Ingredients : Serves
5-6
600 g fillet steak
2 onions, peeled and slice
200 g white fish fillets
200 g calf's liver
3 eggs, separated
5 scallions
1 carrot
6-8 cups beef stock
1/2 cup walnuts
1/2 cups pine nuts
Plain flour
Vegetable oil for frying
Sesame seeed sauce
Method :
To cut the steak into paper-thin slices,
partially freeze it before cutting. Put the onions and beef into the
steamboat pot or also known as sin suil lo pot. SLice the fish into
bite-size pieces. Slice liver very thinly into pieces of similar size.
Use the pepper and salt to season both the fish and liver. Bean the yolk
of 1 egg and dip slices of liver in it, then coat in the plain flour.
Heat some vegetable oil in a frying pan and quickly saute the fish
pieces and liver until just cooked. Transfer them to the pot on top of
the beef and onions.
Beat the remaining 2 egg yolks and make a
flat omelet, remove onto a plate to cool. Do the same with the remaining
egg whites. On a wooden
board cut the yellow and white omelets into strips just long enough to
fit across the moat of the steamboat pot. Do the same with the
scallions. Slice the
carrot thinly and cut into strips of the same size. Arrange these
over the beef, fish and liver, then garnish with walnuts and pine nuts. The recipe
may be prepared up to this point, covered and refrigerated.

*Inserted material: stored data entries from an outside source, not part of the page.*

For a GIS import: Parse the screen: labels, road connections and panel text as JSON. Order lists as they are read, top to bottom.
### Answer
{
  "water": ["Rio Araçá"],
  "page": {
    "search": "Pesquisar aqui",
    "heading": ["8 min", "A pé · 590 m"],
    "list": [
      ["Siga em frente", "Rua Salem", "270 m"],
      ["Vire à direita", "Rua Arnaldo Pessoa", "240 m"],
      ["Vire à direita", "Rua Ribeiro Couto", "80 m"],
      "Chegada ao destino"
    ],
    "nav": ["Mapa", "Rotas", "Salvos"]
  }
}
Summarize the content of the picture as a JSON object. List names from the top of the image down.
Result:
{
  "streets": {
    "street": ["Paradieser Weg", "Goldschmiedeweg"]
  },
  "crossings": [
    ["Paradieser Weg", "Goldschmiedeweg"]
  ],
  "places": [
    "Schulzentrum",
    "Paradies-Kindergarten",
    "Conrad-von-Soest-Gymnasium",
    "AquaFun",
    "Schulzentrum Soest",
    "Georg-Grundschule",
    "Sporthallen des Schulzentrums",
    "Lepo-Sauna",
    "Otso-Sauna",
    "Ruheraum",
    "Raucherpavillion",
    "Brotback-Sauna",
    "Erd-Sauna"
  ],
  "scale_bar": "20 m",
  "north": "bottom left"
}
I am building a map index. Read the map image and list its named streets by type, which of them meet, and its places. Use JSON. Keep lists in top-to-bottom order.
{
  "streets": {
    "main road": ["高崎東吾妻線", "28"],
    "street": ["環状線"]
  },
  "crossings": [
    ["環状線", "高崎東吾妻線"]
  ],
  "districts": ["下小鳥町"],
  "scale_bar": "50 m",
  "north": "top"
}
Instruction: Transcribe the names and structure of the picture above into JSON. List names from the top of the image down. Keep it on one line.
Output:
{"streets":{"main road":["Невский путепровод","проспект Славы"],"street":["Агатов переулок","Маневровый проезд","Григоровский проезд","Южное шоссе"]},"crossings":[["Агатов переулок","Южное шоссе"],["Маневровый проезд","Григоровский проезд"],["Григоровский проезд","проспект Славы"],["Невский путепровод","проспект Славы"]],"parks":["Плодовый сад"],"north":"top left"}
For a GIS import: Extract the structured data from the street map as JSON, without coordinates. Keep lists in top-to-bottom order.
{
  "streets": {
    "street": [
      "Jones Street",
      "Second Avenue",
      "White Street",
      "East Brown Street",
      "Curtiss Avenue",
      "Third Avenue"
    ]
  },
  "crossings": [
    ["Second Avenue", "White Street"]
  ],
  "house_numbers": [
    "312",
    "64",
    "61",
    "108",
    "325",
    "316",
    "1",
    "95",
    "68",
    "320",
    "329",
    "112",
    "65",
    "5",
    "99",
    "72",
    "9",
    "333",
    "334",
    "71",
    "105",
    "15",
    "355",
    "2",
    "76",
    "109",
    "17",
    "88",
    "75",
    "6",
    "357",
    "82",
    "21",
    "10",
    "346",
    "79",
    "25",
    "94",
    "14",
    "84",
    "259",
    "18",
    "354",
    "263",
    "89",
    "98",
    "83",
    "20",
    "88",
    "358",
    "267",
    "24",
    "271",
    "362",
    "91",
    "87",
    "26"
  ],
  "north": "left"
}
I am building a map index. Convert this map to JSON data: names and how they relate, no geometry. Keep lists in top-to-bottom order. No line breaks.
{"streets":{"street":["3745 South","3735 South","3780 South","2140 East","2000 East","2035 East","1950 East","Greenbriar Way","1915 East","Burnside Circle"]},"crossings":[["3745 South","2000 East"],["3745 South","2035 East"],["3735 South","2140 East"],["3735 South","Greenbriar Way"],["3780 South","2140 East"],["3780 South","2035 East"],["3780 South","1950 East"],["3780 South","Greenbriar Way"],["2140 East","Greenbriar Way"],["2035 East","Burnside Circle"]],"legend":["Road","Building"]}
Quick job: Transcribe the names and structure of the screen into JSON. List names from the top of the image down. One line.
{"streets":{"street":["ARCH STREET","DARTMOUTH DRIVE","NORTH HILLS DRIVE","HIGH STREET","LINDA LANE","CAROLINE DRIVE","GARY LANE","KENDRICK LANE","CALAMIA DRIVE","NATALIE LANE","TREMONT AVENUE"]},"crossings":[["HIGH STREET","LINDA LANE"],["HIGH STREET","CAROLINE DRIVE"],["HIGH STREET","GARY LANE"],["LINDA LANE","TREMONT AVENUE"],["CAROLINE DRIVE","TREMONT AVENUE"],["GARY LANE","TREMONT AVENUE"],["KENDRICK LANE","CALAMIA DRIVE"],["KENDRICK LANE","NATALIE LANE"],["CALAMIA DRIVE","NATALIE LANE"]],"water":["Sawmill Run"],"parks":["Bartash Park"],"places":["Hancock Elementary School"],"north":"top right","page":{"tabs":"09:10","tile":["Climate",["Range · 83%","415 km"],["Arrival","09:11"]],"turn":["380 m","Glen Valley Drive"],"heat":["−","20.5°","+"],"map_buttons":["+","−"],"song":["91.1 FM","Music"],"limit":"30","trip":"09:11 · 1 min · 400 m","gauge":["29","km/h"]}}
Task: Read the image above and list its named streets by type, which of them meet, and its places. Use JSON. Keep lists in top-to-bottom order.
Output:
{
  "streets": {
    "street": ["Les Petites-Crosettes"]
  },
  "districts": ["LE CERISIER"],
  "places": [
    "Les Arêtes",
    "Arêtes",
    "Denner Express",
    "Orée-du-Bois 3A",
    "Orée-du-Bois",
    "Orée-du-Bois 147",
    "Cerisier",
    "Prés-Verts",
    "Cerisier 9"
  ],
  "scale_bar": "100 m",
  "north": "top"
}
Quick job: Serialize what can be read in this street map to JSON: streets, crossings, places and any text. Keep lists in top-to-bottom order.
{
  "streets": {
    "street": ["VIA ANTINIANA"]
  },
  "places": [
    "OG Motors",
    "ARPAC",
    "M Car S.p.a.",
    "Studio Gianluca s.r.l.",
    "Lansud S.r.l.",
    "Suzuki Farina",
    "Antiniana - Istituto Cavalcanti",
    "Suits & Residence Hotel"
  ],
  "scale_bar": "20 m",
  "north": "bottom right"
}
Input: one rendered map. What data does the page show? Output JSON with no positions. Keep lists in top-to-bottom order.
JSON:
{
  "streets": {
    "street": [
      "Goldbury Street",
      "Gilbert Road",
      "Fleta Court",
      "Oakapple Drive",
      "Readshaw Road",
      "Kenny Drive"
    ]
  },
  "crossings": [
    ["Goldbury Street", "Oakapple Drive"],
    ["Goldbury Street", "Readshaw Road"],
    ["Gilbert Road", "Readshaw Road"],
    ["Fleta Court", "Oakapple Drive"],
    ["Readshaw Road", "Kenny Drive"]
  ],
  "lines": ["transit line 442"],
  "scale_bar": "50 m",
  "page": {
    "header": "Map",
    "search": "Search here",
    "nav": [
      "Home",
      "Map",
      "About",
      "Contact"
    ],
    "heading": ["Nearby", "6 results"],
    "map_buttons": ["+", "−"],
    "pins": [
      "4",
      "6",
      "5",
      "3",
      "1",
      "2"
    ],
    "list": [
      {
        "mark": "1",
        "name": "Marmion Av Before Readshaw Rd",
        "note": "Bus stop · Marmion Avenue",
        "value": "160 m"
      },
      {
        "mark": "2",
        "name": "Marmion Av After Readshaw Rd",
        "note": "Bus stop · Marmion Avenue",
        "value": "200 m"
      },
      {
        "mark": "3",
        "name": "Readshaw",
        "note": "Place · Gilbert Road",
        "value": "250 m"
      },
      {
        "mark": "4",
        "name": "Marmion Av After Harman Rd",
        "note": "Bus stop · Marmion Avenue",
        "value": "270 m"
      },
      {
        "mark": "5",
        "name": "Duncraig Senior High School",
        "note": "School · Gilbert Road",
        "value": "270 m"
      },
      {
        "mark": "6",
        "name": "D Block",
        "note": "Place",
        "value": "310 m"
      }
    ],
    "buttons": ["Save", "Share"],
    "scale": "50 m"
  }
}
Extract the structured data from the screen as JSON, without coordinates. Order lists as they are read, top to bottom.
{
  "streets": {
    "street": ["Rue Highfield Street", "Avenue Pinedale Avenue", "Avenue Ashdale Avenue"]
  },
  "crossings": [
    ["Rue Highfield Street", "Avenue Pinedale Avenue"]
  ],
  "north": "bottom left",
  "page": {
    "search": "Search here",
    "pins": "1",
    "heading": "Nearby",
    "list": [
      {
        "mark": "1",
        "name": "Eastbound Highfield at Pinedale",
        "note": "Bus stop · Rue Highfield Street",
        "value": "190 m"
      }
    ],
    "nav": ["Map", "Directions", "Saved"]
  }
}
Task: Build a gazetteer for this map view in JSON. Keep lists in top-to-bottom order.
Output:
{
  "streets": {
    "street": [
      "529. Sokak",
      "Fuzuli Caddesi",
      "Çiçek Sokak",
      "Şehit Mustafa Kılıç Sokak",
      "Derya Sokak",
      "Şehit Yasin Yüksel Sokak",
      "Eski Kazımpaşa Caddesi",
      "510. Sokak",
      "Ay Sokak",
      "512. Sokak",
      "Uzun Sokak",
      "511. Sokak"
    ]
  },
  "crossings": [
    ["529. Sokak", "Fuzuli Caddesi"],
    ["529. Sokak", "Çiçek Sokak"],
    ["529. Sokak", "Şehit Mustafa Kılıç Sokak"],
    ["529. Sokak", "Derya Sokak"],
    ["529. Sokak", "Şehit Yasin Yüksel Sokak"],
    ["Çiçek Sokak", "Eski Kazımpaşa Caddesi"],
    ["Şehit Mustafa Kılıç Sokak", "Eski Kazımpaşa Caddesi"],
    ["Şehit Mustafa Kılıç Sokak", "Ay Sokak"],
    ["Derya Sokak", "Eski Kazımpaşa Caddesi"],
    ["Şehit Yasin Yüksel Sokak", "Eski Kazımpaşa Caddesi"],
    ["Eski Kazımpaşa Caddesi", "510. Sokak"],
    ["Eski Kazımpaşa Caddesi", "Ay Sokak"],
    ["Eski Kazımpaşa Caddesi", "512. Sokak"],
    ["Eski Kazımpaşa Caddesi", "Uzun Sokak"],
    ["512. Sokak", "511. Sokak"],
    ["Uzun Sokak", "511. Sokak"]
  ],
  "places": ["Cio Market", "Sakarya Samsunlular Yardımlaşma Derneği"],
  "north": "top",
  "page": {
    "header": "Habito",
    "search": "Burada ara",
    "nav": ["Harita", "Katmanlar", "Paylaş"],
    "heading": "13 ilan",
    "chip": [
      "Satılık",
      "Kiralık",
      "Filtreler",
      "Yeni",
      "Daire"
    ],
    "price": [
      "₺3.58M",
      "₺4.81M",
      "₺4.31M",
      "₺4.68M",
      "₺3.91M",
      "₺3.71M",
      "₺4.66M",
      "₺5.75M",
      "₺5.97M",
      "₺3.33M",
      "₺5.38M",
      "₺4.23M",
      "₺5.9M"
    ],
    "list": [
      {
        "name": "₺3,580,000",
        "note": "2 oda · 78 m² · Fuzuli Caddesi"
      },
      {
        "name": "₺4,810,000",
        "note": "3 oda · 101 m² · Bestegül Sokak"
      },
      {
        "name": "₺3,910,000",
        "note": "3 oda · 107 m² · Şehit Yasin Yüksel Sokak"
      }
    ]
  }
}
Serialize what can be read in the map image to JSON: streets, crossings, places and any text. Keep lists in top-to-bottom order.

When serving, carefully ladle the boiling stock into the moat without disturbing the
arrangement of the food. Replace cover
on pot and with tongs put glowing coals into the chimney. Bring to the
table and allow soup to simmer for a few minutes and heat the contents
of the pot thoroughly. Remove cover
and let guests help themselves from the pot with chopsticks. They dip the
food in individual bowls of sesame seed sauce before eating. Boiled rice
is served with this meal and at the end the stock is served as soup.